The Life and Times of Michael Shadle

I hate wikis

November 16th, 2008 mike No comments

I dislike wikis. At work we were using them. Now we're changing from wikis to an article management system. The idea on paper sounded great, but I'm realizing the pitfalls about the implementation.

There are some traits that wikis have that I like. There's also plenty of bad traits. Also, I'm thinking of MediaWiki when I say this stuff.

Pros:

Interlinking and updating
Anyone can edit pages by design
Templates and categorization can be done by anyone, inline
Every page has a discussion option

Cons:

Lots of overhead
Semi-proprietary syntax (= makes h1, == makes h2, * makes one level lists, ** makes it a two level list, etc.)
Inconsistent syntax - some HTML works, some bbcode-ish wiki stuff works, some __HEREDOC__ stuff works
Forces everything to be CamelCase
No attachments per page, only global
By default, wikis have no page-level security, since their mantra is "anyone can edit"

So now that I've said that - I have to say that the ideal approach would be to take the existing CMS approach but add in a few wiki features. Specifically the interlinking. We already have a comment feature on every page. Attachment management is per-page too.

Late night half dazed thoughts:

Link syntax couldn't be something like foo:bar - since javascript:foo would conflict. Perhaps something like [foo:bar] would be a good idea? For links to file attachments, [file:fileID] or [article:slug-title]. This would make life simpler for tracking what files are orphans, can display information about the file in-line in the documents (file type, size, etc.)

Categories: Development, Software

Large file uploads over HTTP - the final solution (I think)

August 26th, 2008 mike 3 comments

Problem statement: HTTP sucks for file uploads.

You know it. I know it.
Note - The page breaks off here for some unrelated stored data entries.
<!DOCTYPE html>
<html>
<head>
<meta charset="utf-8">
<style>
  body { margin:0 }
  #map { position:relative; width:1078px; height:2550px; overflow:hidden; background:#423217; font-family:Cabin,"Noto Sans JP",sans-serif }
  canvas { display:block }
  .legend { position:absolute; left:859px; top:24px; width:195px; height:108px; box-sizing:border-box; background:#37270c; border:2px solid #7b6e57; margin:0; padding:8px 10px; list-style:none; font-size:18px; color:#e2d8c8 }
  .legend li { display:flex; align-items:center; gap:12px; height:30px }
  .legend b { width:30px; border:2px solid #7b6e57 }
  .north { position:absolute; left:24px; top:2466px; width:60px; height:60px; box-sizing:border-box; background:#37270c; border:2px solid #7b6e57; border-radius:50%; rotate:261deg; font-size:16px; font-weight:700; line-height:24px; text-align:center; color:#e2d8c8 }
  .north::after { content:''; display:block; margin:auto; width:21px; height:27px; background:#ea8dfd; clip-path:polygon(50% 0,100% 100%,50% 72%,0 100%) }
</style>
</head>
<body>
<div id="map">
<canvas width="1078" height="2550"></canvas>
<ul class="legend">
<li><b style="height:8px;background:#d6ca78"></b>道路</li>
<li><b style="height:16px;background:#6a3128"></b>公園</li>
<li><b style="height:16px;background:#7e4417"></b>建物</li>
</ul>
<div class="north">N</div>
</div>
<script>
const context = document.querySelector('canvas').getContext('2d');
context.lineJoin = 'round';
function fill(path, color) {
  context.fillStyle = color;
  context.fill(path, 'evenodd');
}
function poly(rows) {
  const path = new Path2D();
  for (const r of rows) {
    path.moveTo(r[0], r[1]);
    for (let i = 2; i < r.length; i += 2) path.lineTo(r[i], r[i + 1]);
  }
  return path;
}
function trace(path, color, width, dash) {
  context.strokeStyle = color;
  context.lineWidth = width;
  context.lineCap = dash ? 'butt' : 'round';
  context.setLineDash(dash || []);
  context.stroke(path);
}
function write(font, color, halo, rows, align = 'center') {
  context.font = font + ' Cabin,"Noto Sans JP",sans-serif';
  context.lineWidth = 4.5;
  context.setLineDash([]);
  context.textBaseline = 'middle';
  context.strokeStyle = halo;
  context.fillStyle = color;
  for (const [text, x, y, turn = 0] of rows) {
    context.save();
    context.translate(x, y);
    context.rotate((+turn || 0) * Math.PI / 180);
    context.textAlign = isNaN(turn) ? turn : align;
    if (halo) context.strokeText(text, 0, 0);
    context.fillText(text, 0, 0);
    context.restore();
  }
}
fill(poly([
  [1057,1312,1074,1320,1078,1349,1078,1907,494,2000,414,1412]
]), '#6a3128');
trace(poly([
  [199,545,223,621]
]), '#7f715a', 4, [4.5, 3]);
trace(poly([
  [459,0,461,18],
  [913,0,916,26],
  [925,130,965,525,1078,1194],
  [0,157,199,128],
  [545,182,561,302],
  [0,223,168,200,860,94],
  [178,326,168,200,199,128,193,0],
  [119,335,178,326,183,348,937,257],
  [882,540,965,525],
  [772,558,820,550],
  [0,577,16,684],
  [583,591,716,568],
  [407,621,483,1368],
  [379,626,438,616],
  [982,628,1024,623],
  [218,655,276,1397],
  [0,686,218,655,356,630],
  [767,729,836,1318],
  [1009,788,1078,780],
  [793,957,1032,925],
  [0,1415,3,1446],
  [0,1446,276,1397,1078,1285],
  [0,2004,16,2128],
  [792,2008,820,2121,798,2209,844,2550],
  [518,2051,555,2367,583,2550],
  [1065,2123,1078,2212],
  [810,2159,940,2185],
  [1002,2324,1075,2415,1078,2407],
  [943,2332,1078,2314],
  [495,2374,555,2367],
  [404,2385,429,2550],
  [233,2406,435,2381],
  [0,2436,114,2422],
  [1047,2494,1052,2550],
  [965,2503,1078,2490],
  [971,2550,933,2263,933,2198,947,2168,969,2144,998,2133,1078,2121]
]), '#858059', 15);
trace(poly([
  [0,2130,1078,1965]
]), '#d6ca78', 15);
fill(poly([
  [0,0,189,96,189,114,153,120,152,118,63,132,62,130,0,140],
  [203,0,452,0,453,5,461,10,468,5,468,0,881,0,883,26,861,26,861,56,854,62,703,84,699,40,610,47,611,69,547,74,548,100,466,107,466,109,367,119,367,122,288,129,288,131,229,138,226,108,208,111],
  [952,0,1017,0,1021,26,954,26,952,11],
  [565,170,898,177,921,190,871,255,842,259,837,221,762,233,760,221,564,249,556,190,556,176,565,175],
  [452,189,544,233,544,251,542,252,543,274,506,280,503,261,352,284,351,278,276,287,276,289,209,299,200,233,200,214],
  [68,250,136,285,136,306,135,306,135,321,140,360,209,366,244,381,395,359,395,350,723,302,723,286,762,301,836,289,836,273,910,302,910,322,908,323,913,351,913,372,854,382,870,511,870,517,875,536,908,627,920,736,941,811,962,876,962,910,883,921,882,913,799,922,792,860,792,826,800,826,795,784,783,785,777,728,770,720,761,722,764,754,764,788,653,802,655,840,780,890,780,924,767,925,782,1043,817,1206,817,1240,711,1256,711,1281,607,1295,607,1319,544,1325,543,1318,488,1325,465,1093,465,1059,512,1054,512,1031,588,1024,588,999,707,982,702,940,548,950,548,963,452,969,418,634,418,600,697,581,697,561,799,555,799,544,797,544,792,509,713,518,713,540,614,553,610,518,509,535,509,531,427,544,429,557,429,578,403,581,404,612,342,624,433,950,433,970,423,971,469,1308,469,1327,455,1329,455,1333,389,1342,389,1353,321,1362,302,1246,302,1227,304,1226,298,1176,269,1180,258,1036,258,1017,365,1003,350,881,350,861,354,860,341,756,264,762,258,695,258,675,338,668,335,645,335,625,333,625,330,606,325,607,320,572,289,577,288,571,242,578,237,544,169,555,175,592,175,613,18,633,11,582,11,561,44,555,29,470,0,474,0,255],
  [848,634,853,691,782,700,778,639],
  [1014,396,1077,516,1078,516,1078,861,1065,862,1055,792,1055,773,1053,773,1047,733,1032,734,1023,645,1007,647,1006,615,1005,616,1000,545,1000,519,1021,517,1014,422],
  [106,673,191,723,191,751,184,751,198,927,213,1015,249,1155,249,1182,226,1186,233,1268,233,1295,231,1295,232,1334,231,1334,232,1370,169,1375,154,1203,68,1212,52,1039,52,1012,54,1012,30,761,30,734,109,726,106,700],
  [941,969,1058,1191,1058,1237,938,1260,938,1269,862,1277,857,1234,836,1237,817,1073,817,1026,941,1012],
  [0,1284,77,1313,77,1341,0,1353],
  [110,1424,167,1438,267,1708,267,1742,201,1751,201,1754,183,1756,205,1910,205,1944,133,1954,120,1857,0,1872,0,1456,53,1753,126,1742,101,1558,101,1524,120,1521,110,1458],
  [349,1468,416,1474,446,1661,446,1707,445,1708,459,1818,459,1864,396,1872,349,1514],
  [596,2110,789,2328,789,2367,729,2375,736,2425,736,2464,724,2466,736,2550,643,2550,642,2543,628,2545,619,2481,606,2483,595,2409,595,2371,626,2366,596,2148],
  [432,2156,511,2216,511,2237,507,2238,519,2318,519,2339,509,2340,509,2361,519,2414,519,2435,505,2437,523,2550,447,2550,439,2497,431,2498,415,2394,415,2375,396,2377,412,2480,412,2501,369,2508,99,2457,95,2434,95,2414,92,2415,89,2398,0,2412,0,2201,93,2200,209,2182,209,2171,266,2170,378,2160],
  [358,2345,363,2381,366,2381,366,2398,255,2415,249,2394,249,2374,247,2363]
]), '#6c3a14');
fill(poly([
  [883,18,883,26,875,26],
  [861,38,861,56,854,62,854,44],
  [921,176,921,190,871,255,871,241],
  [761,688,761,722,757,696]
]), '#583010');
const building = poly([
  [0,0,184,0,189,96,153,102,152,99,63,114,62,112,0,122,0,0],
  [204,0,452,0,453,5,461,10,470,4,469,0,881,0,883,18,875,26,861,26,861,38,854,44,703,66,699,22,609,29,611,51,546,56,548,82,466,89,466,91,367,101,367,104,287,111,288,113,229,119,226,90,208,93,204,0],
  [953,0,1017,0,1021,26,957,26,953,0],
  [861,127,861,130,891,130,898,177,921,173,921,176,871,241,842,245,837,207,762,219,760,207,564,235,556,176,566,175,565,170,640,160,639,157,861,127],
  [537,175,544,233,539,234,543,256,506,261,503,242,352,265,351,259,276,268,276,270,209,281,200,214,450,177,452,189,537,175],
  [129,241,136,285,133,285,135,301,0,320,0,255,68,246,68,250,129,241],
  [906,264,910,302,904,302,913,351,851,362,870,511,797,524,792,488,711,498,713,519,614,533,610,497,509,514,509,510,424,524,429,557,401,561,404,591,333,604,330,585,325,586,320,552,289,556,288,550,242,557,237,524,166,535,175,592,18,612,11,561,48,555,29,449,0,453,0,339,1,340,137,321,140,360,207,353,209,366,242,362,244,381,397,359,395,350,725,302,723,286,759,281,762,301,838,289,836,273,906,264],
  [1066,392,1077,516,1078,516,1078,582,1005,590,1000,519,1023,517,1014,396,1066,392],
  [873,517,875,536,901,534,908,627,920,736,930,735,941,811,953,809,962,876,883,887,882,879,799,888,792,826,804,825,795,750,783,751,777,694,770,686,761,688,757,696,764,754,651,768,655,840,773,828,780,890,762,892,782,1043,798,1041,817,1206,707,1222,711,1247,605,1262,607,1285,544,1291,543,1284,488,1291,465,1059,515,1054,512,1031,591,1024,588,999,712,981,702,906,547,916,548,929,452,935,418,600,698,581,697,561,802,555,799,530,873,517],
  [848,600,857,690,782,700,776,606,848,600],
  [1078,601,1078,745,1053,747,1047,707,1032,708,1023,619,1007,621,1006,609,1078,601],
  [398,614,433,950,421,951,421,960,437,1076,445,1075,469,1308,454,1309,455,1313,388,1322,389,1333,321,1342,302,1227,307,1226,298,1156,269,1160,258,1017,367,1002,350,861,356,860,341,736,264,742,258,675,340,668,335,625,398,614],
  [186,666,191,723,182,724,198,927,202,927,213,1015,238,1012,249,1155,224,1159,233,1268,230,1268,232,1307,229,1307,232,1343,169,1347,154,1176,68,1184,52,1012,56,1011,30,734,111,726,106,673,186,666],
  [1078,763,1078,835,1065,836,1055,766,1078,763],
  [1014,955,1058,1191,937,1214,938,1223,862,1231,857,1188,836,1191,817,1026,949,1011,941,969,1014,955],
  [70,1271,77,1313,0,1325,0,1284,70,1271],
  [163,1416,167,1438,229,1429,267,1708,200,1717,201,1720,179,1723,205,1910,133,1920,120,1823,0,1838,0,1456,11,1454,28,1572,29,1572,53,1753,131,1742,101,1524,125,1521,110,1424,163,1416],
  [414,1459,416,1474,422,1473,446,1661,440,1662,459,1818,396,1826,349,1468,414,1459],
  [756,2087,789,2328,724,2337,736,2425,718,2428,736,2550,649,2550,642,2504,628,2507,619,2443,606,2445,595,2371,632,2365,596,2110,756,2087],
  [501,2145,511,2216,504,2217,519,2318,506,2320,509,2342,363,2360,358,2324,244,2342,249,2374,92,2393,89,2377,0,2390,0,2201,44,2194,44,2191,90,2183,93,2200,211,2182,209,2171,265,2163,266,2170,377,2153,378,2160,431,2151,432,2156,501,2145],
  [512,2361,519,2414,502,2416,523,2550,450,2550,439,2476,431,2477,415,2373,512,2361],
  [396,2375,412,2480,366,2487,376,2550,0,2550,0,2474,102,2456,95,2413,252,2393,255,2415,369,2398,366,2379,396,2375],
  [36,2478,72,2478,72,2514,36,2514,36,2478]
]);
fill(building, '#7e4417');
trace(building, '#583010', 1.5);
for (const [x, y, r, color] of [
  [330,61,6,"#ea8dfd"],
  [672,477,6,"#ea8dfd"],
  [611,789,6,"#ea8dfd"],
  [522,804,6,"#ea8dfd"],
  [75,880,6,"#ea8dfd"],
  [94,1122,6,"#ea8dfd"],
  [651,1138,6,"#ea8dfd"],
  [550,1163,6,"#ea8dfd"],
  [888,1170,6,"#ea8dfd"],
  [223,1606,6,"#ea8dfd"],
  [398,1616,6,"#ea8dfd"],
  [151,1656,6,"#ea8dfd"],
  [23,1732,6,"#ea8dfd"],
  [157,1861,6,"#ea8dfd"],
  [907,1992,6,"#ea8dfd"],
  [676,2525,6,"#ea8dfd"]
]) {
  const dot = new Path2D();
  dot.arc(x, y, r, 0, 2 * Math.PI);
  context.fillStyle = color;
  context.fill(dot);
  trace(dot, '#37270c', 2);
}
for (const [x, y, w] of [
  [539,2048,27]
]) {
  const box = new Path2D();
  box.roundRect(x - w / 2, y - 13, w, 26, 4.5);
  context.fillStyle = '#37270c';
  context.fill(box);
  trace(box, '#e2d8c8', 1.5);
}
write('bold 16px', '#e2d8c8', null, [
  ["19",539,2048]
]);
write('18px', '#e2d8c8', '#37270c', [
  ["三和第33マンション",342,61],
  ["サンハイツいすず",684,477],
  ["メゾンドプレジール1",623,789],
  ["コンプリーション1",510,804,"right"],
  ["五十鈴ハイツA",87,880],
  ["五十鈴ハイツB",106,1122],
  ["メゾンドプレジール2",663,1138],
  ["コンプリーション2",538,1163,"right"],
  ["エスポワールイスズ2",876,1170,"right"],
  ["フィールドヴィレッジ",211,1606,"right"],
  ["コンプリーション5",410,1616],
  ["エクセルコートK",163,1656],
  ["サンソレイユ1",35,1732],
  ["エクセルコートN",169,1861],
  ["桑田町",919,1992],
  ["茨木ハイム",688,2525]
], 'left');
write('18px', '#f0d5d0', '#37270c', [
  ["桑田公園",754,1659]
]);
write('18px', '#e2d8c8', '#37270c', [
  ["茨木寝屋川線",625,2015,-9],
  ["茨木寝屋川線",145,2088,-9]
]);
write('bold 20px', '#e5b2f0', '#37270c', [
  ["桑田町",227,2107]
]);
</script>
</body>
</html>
The problems?

No resuming
POST multipart/form-data bloats the size of the file due to encoding
Slow connections typically time out on large files
Any server resets or any other network "burps" on the path from client to server effectively kills the upload
People have had moderate success by tuning their webserver and PHP to accept large POSTs, and in general, it works - but not for everyone and it suffers from everything previously noted.

What would the ideal file upload experience support?

It should resume after manual pause, a server reset, a timeout, or any other error.
It should allow for multiple files being uploaded at once.
It should work transparently over HTTP - which means proxies will support it like any normal web request, it can be done over HTTPS (SSL), it will reuse cookies and standard HTTP authentication methods.
(Ideally!) the browser would handle this itself without requiring Java, Flash, or any other applets.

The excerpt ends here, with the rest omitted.